* Directions
For the listing below, state how many lines include "image". The number alone is the answer.

*** Input data ***

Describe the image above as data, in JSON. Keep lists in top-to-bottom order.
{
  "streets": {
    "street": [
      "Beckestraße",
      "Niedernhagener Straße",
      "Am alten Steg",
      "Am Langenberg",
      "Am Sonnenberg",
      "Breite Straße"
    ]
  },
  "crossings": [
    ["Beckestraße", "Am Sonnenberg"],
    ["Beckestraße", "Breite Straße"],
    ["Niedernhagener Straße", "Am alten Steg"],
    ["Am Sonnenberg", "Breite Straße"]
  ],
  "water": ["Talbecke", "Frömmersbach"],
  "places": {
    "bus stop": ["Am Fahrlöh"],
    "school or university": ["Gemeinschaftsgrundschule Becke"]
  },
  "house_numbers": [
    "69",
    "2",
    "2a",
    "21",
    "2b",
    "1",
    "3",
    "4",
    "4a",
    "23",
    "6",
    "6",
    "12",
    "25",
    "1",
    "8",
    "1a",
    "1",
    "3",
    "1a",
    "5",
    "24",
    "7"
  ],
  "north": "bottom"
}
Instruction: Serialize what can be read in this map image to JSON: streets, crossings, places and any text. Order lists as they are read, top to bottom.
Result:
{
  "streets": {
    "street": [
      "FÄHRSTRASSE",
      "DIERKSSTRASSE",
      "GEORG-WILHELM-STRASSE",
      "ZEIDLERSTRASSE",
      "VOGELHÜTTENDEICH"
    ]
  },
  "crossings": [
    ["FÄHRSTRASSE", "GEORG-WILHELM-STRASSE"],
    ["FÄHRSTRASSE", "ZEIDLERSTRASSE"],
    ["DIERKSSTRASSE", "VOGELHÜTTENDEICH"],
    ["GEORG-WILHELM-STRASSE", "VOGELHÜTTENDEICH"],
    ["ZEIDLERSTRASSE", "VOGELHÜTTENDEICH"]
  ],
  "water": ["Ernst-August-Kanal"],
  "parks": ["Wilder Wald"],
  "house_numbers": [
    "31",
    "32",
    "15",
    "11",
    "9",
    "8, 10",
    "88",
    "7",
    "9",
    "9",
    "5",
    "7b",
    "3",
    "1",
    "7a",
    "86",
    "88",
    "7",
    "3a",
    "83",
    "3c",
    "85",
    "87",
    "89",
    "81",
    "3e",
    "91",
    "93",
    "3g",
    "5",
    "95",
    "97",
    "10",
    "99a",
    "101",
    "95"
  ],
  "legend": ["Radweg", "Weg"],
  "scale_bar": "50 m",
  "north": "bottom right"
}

*** End of Input data ***

* Response area
2